* Work instruction: Using the word "scale" as the filter, copy each matching line from the records.

(Beginning of Data to use)

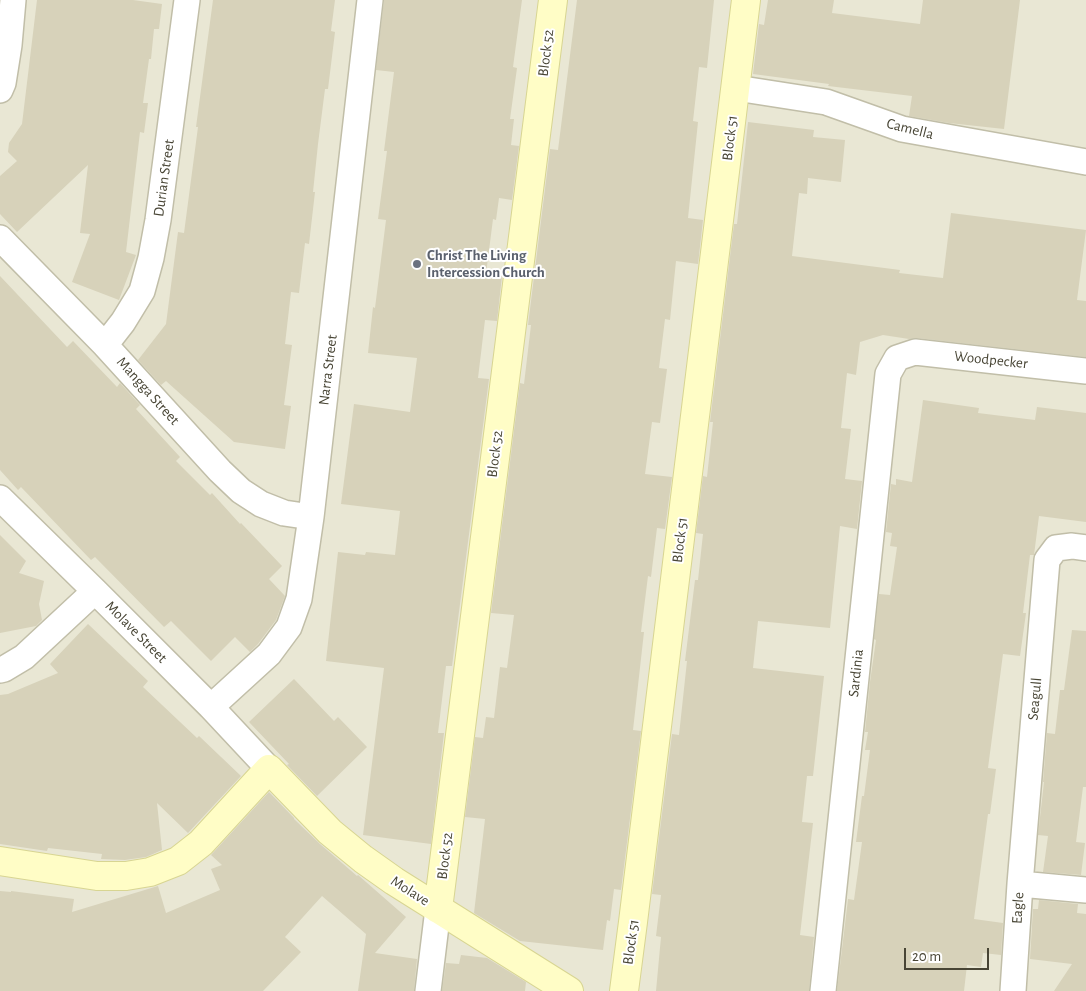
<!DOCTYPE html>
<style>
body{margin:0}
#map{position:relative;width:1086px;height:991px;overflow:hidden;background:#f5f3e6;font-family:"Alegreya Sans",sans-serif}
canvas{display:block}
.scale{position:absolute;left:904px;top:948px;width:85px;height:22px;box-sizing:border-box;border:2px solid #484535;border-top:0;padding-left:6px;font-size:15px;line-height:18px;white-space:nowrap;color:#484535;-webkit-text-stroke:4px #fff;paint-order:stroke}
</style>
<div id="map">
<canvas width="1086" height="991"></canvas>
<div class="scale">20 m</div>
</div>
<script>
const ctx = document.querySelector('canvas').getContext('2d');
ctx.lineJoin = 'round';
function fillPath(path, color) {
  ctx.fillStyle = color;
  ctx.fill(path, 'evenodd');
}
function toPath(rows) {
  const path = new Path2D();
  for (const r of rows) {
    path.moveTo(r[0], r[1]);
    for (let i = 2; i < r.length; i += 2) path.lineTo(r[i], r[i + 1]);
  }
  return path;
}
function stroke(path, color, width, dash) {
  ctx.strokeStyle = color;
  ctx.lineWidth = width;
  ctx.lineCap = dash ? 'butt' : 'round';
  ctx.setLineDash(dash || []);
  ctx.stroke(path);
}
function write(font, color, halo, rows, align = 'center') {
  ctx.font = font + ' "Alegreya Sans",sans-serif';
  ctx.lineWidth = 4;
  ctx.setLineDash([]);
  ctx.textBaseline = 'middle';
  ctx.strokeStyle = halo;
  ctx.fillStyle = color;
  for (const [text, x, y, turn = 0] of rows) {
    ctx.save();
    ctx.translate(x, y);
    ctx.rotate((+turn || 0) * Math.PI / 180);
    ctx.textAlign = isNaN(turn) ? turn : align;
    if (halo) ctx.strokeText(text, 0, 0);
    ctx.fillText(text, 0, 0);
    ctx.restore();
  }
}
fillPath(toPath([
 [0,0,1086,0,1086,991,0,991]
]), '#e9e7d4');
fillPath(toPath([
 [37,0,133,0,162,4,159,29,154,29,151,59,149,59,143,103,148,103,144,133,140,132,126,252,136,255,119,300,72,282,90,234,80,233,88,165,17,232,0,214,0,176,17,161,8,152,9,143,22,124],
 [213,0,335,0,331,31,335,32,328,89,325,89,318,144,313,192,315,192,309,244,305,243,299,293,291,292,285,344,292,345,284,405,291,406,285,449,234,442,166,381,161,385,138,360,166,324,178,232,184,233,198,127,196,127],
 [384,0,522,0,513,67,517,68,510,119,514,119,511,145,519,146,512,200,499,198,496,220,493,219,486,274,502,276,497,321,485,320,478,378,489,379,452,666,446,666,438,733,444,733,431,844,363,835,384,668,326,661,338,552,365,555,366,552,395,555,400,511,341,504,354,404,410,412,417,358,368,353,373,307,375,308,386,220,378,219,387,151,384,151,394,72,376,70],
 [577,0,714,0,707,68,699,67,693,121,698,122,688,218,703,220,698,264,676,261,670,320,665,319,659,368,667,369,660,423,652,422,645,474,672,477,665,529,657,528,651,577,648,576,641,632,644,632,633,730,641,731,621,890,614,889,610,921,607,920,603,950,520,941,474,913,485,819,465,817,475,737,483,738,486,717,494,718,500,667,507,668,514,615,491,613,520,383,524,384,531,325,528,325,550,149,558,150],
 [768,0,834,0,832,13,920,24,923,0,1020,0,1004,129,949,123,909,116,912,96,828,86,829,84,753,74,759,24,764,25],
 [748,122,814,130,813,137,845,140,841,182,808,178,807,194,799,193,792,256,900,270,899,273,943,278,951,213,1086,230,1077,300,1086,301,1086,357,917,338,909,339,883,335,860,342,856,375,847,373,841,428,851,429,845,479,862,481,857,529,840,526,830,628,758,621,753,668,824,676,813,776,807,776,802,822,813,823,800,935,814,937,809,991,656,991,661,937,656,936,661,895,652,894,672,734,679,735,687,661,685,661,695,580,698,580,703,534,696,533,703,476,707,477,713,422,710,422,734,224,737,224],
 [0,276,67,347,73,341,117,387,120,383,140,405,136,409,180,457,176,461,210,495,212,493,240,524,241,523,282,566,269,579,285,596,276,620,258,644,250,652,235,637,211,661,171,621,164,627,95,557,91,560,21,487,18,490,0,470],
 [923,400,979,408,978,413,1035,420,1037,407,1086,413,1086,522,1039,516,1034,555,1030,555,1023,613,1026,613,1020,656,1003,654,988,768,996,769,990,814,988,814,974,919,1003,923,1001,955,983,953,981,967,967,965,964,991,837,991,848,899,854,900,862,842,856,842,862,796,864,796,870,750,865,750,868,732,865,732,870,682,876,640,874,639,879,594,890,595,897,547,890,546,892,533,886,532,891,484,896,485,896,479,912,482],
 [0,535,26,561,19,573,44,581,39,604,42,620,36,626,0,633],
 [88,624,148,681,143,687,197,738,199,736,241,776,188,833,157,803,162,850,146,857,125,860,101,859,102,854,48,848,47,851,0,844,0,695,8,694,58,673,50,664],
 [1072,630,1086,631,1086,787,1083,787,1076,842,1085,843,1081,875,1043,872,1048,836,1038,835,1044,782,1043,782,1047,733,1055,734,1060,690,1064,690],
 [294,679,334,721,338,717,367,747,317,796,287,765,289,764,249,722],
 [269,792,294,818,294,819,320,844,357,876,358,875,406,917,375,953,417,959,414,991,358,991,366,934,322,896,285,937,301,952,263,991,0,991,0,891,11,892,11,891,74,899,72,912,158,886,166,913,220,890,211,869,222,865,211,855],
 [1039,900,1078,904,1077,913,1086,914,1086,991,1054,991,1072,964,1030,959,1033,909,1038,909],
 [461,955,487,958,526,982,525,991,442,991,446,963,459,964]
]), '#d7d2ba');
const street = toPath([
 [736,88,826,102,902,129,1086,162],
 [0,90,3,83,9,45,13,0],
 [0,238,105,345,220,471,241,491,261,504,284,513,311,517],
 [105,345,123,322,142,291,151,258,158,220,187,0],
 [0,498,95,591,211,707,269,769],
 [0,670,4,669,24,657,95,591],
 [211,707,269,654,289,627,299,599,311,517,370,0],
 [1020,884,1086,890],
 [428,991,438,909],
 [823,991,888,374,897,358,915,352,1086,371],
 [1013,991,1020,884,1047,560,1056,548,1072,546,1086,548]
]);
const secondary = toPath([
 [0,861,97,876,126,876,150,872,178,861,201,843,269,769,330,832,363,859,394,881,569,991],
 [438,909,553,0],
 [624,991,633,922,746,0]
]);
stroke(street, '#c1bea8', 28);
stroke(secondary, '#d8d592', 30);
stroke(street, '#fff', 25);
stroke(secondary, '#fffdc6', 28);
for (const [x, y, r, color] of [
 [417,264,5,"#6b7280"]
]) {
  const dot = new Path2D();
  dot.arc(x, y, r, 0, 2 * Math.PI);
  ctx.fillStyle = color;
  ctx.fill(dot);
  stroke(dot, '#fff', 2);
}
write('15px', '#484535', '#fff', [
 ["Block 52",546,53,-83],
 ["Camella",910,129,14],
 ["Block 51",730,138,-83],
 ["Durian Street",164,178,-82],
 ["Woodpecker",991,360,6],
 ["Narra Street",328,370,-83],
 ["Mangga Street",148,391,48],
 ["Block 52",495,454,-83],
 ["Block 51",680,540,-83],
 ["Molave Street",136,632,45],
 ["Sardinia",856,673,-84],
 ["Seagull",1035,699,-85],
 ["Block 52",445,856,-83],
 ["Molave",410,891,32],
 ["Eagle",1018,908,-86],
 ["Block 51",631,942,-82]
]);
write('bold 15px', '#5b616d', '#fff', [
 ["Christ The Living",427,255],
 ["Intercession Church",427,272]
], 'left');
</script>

(End of Data to use)
(Beginning of Data to use)

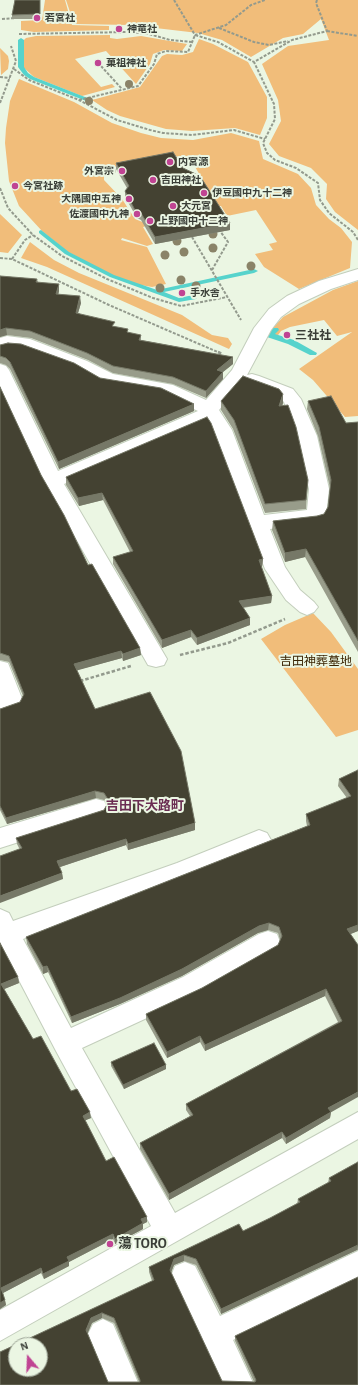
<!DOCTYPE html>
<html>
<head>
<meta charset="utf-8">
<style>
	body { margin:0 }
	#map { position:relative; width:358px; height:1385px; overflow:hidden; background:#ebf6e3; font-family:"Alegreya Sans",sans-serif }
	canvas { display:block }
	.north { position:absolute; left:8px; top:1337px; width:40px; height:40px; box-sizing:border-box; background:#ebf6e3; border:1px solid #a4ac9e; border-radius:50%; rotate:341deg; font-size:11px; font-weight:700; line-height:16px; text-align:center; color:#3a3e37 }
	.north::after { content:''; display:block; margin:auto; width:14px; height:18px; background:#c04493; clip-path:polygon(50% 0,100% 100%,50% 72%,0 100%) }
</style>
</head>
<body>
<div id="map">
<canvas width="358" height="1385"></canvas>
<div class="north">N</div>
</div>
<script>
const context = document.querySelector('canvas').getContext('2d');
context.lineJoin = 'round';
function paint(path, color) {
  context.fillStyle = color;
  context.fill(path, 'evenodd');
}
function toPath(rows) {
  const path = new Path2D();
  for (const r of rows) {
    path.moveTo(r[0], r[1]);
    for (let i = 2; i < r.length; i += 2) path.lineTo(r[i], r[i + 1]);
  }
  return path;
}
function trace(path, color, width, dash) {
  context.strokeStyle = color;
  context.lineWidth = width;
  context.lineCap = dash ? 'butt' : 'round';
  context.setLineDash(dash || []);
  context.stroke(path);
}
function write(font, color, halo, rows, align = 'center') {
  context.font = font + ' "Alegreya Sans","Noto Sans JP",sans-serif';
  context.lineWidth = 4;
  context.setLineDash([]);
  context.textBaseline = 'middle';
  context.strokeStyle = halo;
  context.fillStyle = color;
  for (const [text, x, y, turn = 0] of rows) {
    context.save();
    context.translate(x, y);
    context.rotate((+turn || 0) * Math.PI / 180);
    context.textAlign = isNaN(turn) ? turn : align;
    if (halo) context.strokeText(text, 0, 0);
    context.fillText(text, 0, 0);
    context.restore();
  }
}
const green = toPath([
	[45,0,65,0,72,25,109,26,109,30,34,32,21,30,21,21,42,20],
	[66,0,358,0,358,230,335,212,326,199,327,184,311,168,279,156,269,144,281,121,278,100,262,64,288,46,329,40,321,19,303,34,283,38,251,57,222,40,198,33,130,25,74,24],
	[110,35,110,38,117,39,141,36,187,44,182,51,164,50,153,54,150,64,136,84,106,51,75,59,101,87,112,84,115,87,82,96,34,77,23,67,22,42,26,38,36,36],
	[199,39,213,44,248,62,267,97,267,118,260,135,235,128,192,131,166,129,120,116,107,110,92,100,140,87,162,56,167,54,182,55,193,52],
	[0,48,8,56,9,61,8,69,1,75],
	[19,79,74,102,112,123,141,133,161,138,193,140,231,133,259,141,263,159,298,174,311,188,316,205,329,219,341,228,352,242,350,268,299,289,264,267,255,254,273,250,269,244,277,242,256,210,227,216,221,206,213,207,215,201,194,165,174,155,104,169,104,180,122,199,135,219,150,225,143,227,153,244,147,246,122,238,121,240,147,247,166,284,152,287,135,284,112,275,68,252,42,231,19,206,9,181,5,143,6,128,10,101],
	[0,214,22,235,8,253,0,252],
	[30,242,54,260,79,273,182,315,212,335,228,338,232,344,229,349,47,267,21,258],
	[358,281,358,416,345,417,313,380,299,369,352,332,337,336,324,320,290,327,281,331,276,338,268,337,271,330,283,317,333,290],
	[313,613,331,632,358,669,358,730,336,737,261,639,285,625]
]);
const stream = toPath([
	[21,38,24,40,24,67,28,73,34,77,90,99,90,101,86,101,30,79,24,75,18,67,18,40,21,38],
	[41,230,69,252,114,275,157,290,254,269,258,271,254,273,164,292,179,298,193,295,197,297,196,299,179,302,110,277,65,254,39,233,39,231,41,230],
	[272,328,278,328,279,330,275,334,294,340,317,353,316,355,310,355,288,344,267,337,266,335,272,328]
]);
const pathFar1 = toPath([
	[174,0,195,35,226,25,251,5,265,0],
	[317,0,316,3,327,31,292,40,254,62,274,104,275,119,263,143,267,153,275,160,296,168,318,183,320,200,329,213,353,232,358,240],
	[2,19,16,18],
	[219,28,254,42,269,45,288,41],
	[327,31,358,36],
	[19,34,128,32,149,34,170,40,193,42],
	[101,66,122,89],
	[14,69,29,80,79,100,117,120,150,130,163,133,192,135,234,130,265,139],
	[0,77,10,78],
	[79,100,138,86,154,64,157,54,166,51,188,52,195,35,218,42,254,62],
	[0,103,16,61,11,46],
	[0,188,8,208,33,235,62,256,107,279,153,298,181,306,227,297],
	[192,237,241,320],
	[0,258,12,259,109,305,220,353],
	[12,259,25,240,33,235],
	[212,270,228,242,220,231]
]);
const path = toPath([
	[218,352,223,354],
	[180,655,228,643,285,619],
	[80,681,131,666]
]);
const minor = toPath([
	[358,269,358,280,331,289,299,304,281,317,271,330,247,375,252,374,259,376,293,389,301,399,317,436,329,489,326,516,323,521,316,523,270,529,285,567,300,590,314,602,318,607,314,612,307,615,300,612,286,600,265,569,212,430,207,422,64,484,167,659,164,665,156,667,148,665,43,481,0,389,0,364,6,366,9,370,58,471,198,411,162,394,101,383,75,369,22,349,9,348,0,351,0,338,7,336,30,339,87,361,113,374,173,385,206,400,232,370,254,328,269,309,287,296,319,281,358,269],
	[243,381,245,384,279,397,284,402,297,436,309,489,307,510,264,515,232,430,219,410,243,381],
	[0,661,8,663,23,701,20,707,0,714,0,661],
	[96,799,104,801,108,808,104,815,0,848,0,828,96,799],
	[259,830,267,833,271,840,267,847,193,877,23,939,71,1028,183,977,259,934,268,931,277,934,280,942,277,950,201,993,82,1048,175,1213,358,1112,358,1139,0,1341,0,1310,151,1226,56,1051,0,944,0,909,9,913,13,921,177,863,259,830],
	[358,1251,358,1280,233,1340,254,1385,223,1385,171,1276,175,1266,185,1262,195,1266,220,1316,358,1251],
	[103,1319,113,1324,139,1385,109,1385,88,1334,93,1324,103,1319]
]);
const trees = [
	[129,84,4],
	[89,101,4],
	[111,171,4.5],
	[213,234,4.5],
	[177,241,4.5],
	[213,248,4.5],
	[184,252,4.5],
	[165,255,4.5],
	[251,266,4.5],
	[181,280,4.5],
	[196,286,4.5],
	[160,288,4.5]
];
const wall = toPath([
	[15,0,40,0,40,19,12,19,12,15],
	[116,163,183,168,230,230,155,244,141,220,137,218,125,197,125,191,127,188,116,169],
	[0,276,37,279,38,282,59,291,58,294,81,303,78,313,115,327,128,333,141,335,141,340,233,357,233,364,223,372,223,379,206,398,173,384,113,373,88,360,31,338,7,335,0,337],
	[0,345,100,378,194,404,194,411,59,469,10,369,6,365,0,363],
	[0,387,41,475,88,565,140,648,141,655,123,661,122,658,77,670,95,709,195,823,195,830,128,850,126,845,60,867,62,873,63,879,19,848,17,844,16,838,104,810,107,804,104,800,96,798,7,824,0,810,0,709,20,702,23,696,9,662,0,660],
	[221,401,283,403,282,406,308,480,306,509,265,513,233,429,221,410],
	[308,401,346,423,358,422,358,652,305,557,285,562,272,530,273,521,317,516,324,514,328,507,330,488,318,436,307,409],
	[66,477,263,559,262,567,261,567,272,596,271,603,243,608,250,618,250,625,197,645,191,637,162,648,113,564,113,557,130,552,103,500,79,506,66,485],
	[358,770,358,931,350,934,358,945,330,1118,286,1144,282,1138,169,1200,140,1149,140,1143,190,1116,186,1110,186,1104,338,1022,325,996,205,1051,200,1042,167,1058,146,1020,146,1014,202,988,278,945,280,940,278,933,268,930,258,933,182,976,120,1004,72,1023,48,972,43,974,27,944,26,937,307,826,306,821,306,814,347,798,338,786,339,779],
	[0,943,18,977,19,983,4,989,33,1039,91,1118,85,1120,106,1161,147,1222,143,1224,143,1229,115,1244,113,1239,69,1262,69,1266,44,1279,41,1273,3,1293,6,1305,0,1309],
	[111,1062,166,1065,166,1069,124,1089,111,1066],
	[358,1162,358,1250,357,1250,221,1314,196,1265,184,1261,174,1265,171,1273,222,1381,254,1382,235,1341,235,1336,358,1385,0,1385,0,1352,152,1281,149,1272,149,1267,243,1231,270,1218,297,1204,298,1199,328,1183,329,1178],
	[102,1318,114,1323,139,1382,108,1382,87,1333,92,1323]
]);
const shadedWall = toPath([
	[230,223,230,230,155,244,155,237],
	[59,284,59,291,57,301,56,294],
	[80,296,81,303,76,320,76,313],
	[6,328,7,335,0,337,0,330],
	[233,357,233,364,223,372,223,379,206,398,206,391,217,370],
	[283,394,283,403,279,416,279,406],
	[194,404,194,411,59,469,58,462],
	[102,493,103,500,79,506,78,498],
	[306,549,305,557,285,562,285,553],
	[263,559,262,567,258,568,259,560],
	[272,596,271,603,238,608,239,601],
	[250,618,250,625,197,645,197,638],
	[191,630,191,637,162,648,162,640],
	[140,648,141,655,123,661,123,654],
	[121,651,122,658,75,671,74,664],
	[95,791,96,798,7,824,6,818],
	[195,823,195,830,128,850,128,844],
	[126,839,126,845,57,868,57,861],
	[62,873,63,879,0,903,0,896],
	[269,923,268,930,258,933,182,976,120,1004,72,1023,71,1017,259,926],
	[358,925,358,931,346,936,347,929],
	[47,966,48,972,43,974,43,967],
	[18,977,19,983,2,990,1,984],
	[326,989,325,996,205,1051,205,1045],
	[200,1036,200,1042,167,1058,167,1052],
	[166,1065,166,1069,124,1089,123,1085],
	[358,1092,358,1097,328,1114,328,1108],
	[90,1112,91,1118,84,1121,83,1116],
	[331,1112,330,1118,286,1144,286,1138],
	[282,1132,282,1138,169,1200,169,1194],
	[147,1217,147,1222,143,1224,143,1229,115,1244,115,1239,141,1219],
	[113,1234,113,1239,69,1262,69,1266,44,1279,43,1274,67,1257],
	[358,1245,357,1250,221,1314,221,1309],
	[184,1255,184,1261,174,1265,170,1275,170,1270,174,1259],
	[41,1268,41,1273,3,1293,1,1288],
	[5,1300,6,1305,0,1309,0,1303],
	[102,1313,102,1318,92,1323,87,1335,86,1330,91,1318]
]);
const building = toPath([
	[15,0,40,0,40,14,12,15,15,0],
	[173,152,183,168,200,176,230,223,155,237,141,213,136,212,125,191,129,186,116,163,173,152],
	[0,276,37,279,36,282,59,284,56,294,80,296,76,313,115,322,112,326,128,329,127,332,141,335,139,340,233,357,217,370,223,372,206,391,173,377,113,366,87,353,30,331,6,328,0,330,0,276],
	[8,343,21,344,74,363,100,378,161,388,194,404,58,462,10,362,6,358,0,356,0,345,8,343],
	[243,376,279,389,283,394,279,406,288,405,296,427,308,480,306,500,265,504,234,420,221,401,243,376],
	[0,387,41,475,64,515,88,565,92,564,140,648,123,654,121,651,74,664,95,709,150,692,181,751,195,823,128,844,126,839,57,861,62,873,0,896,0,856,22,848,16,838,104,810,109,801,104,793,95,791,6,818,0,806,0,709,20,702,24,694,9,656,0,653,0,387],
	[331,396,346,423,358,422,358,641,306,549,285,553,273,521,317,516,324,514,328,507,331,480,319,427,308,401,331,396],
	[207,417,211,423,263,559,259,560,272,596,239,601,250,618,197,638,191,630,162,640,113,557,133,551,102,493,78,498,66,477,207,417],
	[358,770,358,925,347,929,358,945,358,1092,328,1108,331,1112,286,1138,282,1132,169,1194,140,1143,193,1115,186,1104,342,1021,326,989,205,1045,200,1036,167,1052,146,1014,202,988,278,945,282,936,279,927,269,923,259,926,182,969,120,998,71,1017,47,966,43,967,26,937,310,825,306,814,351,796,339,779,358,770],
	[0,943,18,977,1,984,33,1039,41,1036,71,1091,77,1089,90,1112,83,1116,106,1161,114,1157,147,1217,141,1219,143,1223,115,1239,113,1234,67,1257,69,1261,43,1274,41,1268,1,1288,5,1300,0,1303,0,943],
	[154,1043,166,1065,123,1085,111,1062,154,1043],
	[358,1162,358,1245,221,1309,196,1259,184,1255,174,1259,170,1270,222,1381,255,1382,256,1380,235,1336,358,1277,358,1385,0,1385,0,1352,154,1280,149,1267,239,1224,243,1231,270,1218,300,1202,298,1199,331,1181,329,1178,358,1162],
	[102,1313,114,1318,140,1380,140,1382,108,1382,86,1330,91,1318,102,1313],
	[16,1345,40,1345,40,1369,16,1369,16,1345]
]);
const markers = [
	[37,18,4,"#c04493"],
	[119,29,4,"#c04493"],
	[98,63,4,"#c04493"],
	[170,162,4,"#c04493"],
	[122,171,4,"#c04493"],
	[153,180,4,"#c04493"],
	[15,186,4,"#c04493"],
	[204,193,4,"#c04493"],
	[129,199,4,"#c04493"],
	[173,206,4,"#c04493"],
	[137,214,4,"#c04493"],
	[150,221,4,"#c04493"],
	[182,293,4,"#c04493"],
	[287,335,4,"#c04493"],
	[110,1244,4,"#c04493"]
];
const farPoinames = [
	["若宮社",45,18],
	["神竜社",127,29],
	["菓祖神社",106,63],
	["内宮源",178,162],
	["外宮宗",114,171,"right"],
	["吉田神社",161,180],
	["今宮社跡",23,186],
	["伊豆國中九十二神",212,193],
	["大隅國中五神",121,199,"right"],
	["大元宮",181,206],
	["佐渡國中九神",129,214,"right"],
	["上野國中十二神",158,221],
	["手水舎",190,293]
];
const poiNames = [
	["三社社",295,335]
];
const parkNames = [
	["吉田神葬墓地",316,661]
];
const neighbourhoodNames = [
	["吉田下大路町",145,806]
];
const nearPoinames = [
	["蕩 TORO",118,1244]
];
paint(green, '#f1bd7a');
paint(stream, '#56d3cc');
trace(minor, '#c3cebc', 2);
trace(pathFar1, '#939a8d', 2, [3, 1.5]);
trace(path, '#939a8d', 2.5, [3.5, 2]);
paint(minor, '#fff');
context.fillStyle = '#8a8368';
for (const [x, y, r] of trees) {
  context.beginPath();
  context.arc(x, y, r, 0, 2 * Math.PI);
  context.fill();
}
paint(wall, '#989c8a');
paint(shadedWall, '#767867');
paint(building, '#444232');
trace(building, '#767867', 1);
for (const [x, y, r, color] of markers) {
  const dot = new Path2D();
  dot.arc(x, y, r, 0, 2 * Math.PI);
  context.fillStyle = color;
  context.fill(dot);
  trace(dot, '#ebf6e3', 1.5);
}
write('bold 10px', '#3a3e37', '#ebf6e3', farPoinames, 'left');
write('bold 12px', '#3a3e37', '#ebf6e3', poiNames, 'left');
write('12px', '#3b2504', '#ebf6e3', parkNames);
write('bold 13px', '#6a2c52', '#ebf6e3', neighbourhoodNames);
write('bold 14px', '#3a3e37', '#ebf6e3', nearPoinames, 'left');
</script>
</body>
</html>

(End of Data to use)

* Answer section:
.scale{position:absolute;left:904px;top:948px;width:85px;height:22px;box-sizing:border-box;border:2px solid #484535;border-top:0;padding-left:6px;font-size:15px;line-height:18px;white-space:nowrap;color:#484535;-webkit-text-stroke:4px #fff;paint-order:stroke}
<div class="scale">20 m</div>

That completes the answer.